Analysts say the FLN's good showing in the parliamentary vote - triple its 1997 results - reflects strong support for Algerian President Abdelaziz Bouteflika and his mandate for political change. Mr. Bouteflika has no formal party, but Prime Minister Ali Benflis belongs to the FLN.
But as expected, the rate of voter participation was low - about 46 percent officially - although observers suggest the true figure was much lower. Many Algerians expressed little interest in elections for a parliament that has little political clout.
Minister Zerhouni said a number of factors were responsible for the low turnout, including many new and relatively unknown candidates, as well as new laws that prevent proxy voting. But the interior minister was especially critical of ethnic-Berber activists in Algeria's eastern Kabylia region, who called on citizens to boycott the elections.
Mr. Zerhouni said violence in the Kabylia region had prevented many citizens from voting. He said one person had been killed Friday and three civilians injured as a result. More than 100 security personnel were also injured, he said, during clashes with Berber activists.

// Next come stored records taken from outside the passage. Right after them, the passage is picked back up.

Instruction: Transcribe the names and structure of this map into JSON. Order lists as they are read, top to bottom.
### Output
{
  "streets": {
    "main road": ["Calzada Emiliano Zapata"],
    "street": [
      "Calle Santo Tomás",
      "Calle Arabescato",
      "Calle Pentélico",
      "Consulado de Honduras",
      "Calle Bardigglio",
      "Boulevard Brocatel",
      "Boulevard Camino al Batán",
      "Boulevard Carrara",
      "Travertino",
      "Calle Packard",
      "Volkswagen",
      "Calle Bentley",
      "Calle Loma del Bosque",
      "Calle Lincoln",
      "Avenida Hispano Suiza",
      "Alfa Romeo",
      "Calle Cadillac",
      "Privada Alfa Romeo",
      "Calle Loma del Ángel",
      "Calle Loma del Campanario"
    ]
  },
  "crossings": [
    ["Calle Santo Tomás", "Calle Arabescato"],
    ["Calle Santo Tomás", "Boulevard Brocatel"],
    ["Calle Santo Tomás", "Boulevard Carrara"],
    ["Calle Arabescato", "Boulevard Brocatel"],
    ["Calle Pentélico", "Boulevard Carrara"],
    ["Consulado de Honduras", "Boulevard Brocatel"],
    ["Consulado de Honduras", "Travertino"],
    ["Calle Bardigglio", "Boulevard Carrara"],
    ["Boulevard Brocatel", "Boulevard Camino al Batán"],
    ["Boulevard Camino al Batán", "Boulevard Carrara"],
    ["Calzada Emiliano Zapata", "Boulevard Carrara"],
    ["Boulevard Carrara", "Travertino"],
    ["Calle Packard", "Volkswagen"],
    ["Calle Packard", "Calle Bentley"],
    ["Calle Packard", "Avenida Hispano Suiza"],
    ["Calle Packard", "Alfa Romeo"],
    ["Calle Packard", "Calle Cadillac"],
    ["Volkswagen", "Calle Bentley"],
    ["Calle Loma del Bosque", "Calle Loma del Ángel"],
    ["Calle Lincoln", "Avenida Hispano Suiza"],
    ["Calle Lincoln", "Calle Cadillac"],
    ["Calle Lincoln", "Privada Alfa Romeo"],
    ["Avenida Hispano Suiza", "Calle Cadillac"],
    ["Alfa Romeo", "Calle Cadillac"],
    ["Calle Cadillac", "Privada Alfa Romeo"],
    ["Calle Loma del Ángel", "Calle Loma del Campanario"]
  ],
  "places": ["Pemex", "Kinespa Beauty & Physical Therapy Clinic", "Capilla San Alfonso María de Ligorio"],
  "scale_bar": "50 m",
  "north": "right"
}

Nonetheless, the interior minister praised the elections as a critical step toward peaceful democratic change in Algeria following the brutal civil war of the 1990s.
Mr. Zerhouni said the vote indicated Algerians were again confident in the political process, and that the system was responsive to people's needs.
There were no formal foreign observers during the vote. But European Union representatives and some foreign diplomats informally spot-checked some polling stations. One diplomat said he had not seen any irregularities, but that turnout was low.
But some parties argue the vote was not free and fair. Slimane Chenine, spokesman for the Islamist Hamas party, told VOA that massive fraud had taken place in some areas.
According to Mr. Chenine, some Hamas supporters said when they went to vote they were already listed as having voted. In other cases, he said, Hamas ballots were unavailable, or the party's candidates were not on voting lists.
One Western observer here said some smaller parties had also expressed concern about voting irregularities, particularly in the military vote and in remote areas of the country.
The interior minister, however, maintained that the vote was fair and transparent.